The Rev. Dr. Laurie Ann Kraus, Presbyterian Disaster Assistance coordinator for the Presbyterian Church (U.S.A.) issued a call to prayer Friday, Nov. 13, 2015, following the terror attacks in Paris. Kraus also acknowledged the wave of terror attacks leveled against other locations around the world in the prayer, specifically noting last week’s attacks in Beirut and Baghdad.
The English version of the prayer is below. It has been translated into Spanish as well.
God of mercy, whose presence sustains us in every circumstance,
in the midst of unfolding violence and the aftermath of terror and loss,
we seek the grounding power of your love and compassion.
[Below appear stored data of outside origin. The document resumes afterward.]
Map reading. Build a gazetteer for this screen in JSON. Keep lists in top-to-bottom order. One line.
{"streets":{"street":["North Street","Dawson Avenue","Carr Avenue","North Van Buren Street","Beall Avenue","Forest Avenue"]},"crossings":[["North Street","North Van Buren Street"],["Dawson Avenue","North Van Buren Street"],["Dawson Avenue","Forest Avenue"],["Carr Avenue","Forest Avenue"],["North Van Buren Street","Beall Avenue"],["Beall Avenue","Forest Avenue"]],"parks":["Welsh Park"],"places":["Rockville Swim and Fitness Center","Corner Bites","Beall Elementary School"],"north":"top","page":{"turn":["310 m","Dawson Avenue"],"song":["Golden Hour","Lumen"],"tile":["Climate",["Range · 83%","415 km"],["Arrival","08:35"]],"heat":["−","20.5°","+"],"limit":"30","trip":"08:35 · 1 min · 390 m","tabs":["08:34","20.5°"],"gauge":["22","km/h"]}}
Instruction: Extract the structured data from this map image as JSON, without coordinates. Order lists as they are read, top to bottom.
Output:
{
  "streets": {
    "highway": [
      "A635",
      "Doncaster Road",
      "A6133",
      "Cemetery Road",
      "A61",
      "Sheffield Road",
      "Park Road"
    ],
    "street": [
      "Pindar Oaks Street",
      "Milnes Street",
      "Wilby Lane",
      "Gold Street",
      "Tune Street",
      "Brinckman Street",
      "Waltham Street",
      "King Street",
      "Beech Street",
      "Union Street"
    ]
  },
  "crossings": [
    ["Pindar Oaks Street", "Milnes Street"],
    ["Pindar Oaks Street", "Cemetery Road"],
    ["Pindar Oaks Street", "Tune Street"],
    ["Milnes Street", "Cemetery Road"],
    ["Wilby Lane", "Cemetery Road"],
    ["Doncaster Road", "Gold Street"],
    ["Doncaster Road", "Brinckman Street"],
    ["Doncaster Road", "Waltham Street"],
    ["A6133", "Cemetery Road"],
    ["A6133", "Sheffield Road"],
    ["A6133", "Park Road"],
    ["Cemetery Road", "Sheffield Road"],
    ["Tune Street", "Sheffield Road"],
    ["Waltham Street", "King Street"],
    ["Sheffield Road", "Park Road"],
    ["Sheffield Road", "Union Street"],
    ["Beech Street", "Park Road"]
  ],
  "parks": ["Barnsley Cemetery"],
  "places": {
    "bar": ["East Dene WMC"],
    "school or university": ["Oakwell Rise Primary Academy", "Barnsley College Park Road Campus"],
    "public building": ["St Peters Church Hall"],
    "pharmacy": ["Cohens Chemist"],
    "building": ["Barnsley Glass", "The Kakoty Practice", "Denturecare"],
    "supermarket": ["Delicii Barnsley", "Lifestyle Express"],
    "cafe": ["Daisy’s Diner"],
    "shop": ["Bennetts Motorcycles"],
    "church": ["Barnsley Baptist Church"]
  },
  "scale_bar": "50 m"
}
In these days of fearful danger and division, we need to believe somehow that your kindom of peace in which all nations and tribes and languages dwell together in peace is still a possibility.
Give us hope and courage that we may not yield our humanity to fear.., even in these endless days of dwelling in the valley of the shadow of death.
We pray for neighbors in Paris, in Beirut, in Baghdad, who, in the midst of the grace of ordinary life—while at work, or at play, have been violently assaulted, their lives cut off without mercy.
We are hostages of fear, caught in an escalating cycle of violence whose end can not be seen.
We open our hearts in anger, sorrow and hope: that those who have been spared as well as those whose lives are changed forever may find solace, sustenance, and strength in the days of recovery and reflection that come. We give thanks for strangers who comfort the wounded and who welcome stranded strangers, for first responders who run toward the sound of gunfire and into the smoke and fire of bombing sites.
Once again, Holy One, we cry, how long, O Lord? We seek forgiveness for the ways in which we have tolerated enmity and endured cultures of violence with weary resignation. We grieve the continued erosion of the fabric of our common life, the reality of fear that warps the common good. We pray in grief, remembering the lives that have been lost and maimed, in body or spirit.
We ask for sustaining courage for those who are suffering; wisdom and diligence among global and national agencies and individuals assessing threat and directing relief efforts; and for our anger and sorrow to unite in service to the establishment of a reign of peace, where the lion and the lamb may dwell together, and terror will not hold sway over our common life.
In these days of shock and sorrow, open our eyes, our hearts, and our hands to the movements of your Spirit, who flows in us like the river whose streams makes glad the city of God, and the hearts of all who dwell in it, and in You.
In the name of Christ, our healer and our Light, we pray, Amen.